28 Dicembre 2018 Luca Giaccone

Solo 40 anni fa il numero di birrifici americani era ai minimi storici. Oggi è cresciuto fino a superare i 6.000. E il successo dilaga nel mondo grazie a una materia prima di qualità che crea uno stile intenso e deciso.

Alla fine degli anni Settanta del secolo scorso, in tutti gli Stati Uniti, si contavano soltanto 44 birrifici. È stato il punto più basso di tutta la storia birraria americana, impressionante se si considera che circa un secolo prima, nel 1873, gli impianti produttivi erano ben 4.131. Fortunatamente però gli anni Ottanta hanno visto la nascita di una vera e propria rivoluzione, destinata a cambiare per sempre il volto birrario statunitense.

Dal 2010 una crescita impressionante

Il numero di birrifici è tornato a crescere, erano 92 nel 1980, 284 nel 1990, 1.566 nel 2000, 1.813 nel 2010, anno in cui le cifre sono letteralmente esplose: 2.047 nel 2011, 2.475 nel 2012, 2.952 nel 2013, 3.785 nel 2014, 4.588 nel 2015, 5.491 nel 2016, 6.372 nel 2017. Una crescita che ha portato a conquistare una fetta molto significativa (il 12,7% di un mercato che complessivamente vale 111 miliardi di dollari all’anno) e che, soprattutto, ha imposto un profondo cambiamento all’idea stessa di birra.

Craft beer, piccole, indipendenti e tradizionali

Partendo dalla definizione di craft beer (birra artigianale), che l’americana Brewers Association così identifica come small, independent e traditional.
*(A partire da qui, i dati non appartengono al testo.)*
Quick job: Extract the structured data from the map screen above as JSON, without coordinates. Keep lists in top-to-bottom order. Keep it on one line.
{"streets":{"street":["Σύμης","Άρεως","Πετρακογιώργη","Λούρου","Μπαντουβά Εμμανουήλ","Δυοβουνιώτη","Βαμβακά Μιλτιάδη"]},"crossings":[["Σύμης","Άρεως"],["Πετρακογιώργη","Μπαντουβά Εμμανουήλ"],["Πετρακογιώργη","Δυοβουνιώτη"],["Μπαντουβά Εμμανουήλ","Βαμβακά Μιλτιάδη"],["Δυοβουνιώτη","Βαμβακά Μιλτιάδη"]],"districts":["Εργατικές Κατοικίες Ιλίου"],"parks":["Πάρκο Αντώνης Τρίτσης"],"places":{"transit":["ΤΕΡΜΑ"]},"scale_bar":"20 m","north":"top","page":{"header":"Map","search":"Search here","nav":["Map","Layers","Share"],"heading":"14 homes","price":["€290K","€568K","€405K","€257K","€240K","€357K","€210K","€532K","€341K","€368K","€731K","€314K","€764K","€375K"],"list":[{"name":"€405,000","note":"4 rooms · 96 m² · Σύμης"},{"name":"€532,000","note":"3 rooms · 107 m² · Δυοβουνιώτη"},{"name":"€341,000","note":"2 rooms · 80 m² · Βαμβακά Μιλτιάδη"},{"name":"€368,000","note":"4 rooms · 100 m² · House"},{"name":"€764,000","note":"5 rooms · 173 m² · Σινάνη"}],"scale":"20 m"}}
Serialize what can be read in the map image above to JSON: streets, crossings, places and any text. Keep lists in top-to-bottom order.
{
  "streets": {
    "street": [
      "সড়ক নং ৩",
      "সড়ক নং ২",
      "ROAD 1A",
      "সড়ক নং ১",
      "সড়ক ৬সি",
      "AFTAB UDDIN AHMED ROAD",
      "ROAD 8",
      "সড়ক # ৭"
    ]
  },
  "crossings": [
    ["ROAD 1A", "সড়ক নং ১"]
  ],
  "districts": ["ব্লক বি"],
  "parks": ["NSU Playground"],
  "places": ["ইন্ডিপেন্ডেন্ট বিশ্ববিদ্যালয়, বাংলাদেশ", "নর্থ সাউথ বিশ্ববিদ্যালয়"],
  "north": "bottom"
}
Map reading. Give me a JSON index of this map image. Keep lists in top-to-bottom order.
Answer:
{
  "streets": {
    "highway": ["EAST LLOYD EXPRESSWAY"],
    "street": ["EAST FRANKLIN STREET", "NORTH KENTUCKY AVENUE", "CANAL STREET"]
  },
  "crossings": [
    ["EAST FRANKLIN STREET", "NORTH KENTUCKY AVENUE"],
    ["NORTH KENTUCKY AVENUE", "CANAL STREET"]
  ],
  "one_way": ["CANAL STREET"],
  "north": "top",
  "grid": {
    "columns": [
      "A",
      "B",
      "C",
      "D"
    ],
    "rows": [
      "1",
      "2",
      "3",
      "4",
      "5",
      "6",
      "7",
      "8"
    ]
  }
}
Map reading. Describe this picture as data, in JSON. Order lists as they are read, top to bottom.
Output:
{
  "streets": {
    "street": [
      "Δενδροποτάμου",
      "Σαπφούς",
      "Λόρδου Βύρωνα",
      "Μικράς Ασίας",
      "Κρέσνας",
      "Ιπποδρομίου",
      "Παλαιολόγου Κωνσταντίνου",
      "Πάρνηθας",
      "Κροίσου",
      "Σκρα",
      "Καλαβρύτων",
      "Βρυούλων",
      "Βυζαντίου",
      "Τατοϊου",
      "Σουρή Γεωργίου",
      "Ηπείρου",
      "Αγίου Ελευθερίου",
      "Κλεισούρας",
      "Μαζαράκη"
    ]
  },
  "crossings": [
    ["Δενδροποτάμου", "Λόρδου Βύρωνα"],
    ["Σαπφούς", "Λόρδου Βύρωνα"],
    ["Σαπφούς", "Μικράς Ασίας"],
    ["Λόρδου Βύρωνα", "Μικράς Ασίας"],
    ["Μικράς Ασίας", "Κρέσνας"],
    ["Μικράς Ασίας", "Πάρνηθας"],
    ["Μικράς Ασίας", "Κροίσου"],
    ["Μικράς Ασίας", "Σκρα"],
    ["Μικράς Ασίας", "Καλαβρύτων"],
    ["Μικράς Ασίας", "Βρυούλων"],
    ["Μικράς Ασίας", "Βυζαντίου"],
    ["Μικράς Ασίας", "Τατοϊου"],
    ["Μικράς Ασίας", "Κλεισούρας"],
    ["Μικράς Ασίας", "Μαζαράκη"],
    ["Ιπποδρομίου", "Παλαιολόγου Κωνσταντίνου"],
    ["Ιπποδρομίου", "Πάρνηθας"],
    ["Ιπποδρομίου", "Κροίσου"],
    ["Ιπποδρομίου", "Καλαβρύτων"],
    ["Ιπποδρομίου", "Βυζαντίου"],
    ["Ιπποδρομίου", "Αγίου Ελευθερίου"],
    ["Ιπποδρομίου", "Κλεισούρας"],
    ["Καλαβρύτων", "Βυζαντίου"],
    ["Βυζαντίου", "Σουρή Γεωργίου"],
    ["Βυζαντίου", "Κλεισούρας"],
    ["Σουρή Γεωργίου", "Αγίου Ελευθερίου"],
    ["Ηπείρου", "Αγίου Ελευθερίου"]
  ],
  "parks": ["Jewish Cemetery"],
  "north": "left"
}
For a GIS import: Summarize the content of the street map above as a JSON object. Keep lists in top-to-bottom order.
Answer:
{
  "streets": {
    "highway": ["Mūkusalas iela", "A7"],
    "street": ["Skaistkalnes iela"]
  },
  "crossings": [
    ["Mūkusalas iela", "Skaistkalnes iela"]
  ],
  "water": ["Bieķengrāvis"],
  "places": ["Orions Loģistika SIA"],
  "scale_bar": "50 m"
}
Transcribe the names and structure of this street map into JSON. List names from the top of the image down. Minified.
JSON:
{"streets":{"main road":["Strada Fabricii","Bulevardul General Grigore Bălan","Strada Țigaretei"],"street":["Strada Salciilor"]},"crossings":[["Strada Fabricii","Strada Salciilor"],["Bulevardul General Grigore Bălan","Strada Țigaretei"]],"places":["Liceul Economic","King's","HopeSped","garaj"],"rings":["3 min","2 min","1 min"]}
Piccolo significa inferiore al 3% del mercato federale (cioè circa 7 milioni di ettolitri). Per capire l’entità della cifra, basta pensare che in Italia tutto il gruppo Peroni – che copre circa il 20% del mercato nazionale – produce un totale di circa 3,7 milioni di ettolitri! Indipendente significa che meno del 25% deve essere posseduto o controllato da un’azienda che non sia essa stessa una craft brewery. Tradizionale significa che “la maggioranza delle birre prodotte deriva da materie prime “tradizionali o innovative” [sic] e dalla loro fermentazione”.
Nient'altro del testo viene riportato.